WORK ITEM> Within the material below, tally every line that holds the word "above", then give the tally and nothing more.

GIVEN ENTRIES>

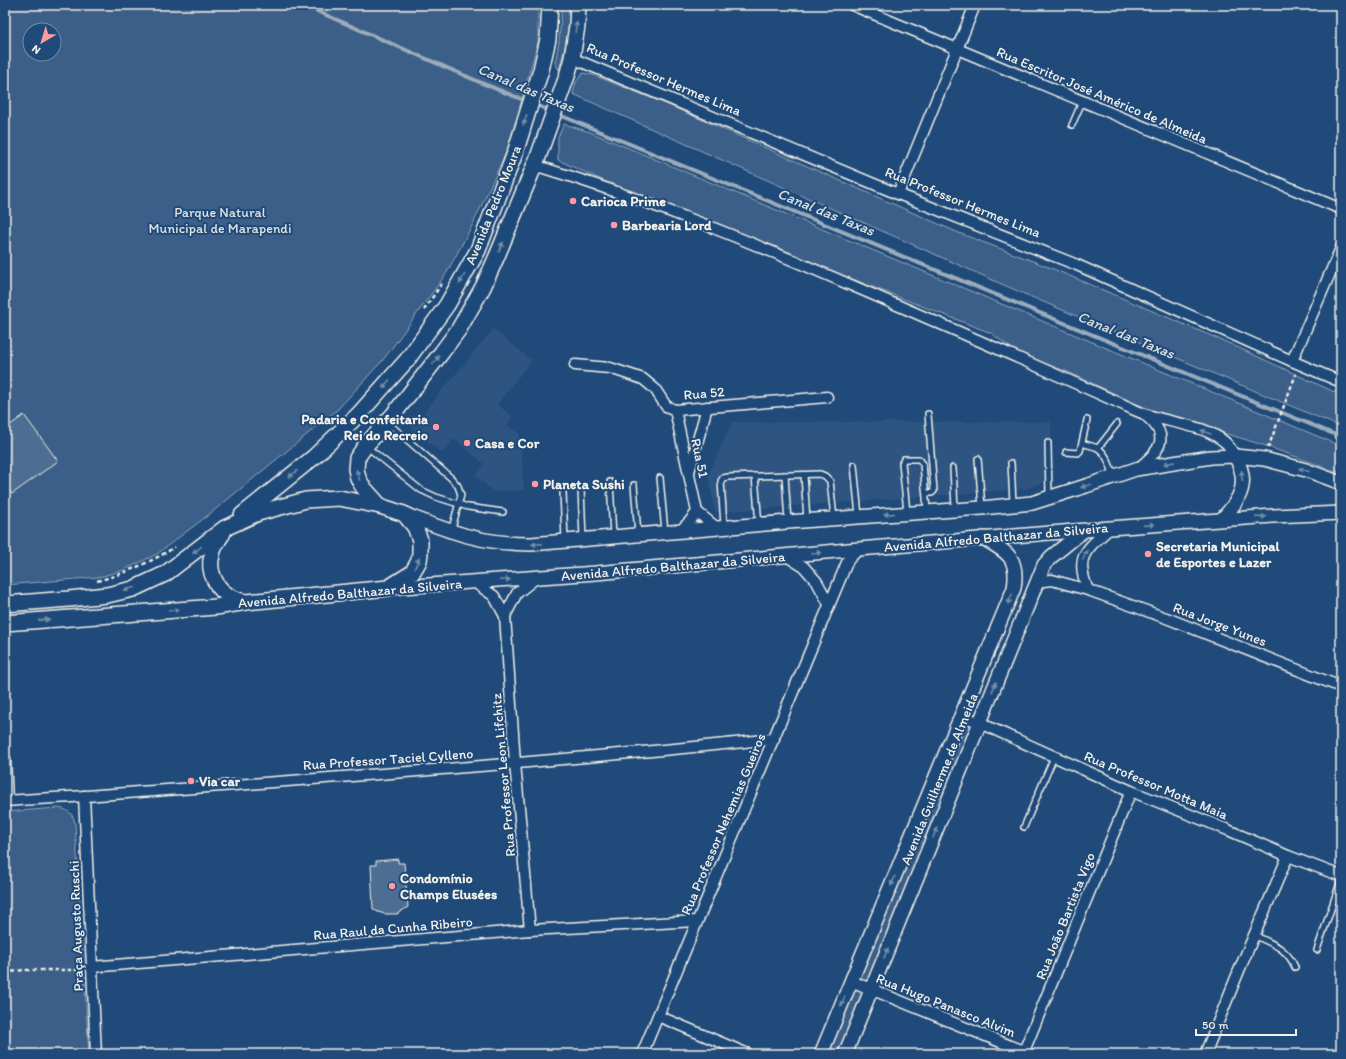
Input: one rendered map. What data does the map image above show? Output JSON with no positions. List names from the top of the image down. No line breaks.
{"streets":{"main road":["Avenida Pedro Moura","Avenida Alfredo Balthazar da Silveira"],"street":["Rua Professor Hermes Lima","Rua Escritor José Américo de Almeida","Rua 52","Rua 51","Rua Jorge Yunes","Rua Professor Taciel Cylleno","Rua Professor Leon Lifchitz","Avenida Guilherme de Almeida","Rua Professor Motta Maia","Rua Professor Nehemias Gueiros","Rua João Bartista Vigo","Praça Augusto Ruschi","Rua Raul da Cunha Ribeiro","Rua Hugo Panasco Alvim"]},"crossings":[["Rua Professor Hermes Lima","Avenida Pedro Moura"],["Rua 52","Rua 51"],["Avenida Alfredo Balthazar da Silveira","Rua Professor Leon Lifchitz"],["Avenida Alfredo Balthazar da Silveira","Avenida Guilherme de Almeida"],["Avenida Alfredo Balthazar da Silveira","Rua Professor Nehemias Gueiros"],["Rua Jorge Yunes","Avenida Guilherme de Almeida"],["Rua Professor Taciel Cylleno","Rua Professor Leon Lifchitz"],["Rua Professor Taciel Cylleno","Rua Professor Nehemias Gueiros"],["Rua Professor Taciel Cylleno","Praça Augusto Ruschi"],["Rua Professor Leon Lifchitz","Rua Raul da Cunha Ribeiro"],["Avenida Guilherme de Almeida","Rua Professor Motta Maia"],["Avenida Guilherme de Almeida","Rua Hugo Panasco Alvim"],["Rua Professor Motta Maia","Rua João Bartista Vigo"],["Rua Professor Nehemias Gueiros","Rua Raul da Cunha Ribeiro"],["Rua João Bartista Vigo","Rua Hugo Panasco Alvim"],["Praça Augusto Ruschi","Rua Raul da Cunha Ribeiro"]],"water":["Canal das Taxas"],"parks":["Parque Natural Municipal de Marapendi"],"places":["Carioca Prime","Barbearia Lord","Padaria e Confeitaria Rei do Recreio","Casa e Cor","Planeta Sushi","Secretaria Municipal de Esportes e Lazer","Via car","Condomínio Champs Elusées"],"scale_bar":"50 m","north":"bottom left"}
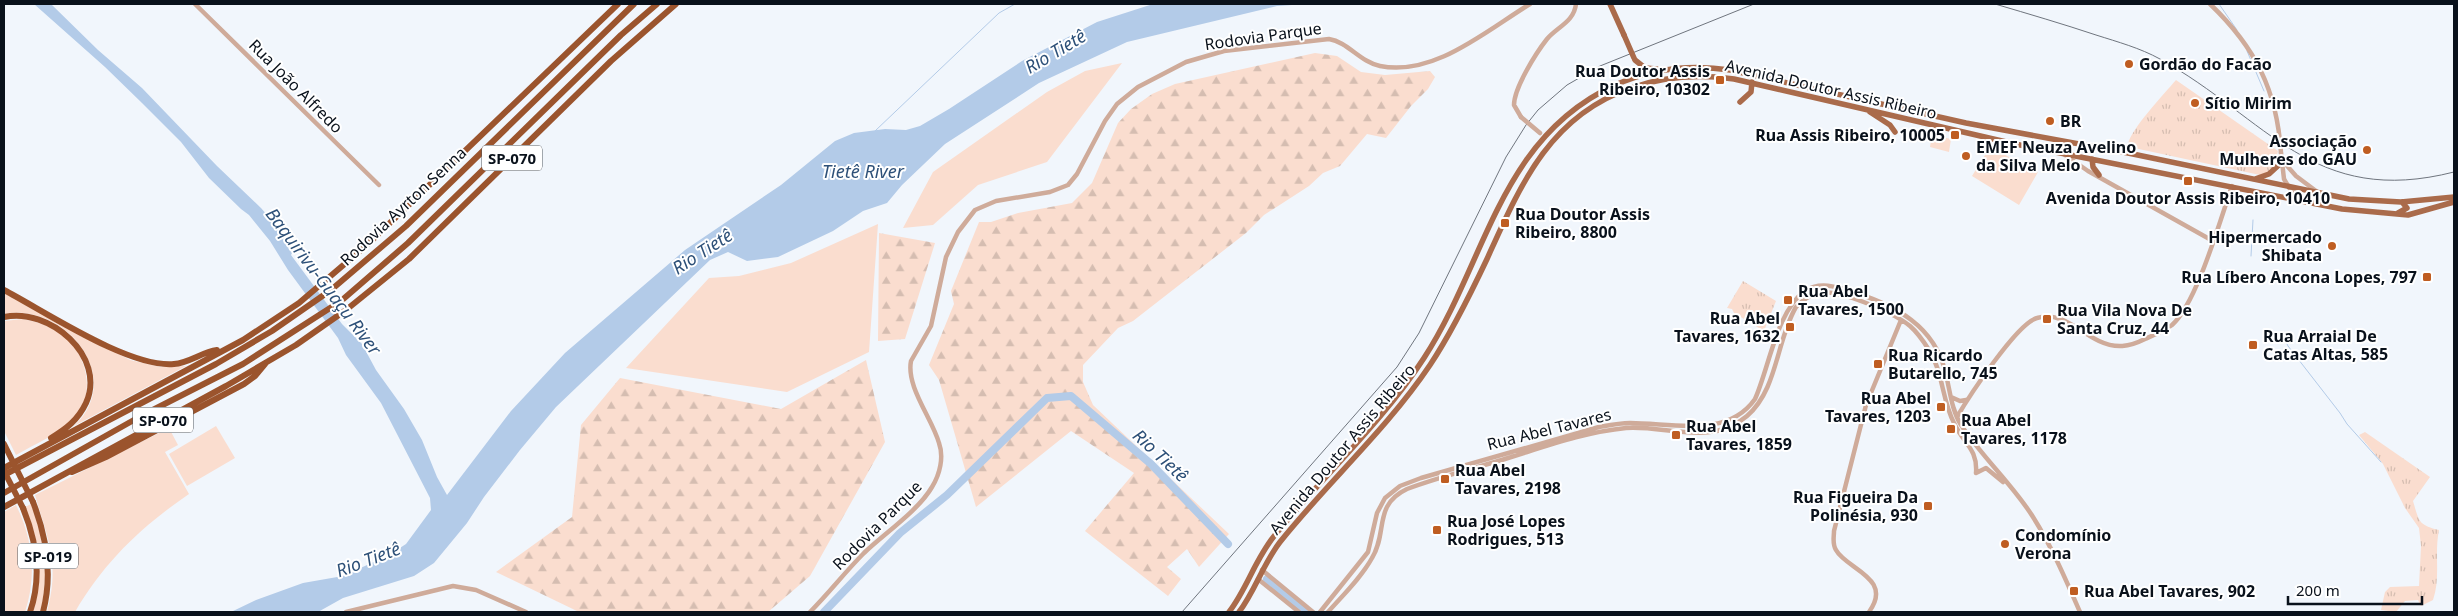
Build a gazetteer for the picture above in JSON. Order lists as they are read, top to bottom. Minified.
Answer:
{"streets":{"highway":["SP-070","Rodovia Ayrton Senna","SP-019"],"main road":["Avenida Doutor Assis Ribeiro"],"street":["Rodovia Parque","Rua João Alfredo","Rua Abel Tavares"]},"water":["Rio Tietê","Tietê River","Baquirivu-Guaçu River"],"places":{"other":["Gordão do Facão","Sítio Mirim","BR","Associação Mulheres do GAU","EMEF Neuza Avelino da Silva Melo","Hipermercado Shibata","Condomínio Verona"],"transit":["Rua Doutor Assis Ribeiro, 10302","Rua Assis Ribeiro, 10005","Avenida Doutor Assis Ribeiro, 10410","Rua Doutor Assis Ribeiro, 8800","Rua Líbero Ancona Lopes, 797","Rua Abel Tavares, 1500","Rua Vila Nova De Santa Cruz, 44","Rua Abel Tavares, 1632","Rua Arraial De Catas Altas, 585","Rua Ricardo Butarello, 745","Rua Abel Tavares, 1203","Rua Abel Tavares, 1178","Rua Abel Tavares, 1859","Rua Abel Tavares, 2198","Rua Figueira Da Polinésia, 930","Rua José Lopes Rodrigues, 513","Rua Abel Tavares, 902"]},"scale_bar":"200 m"}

WRITTEN RESPONSE> 2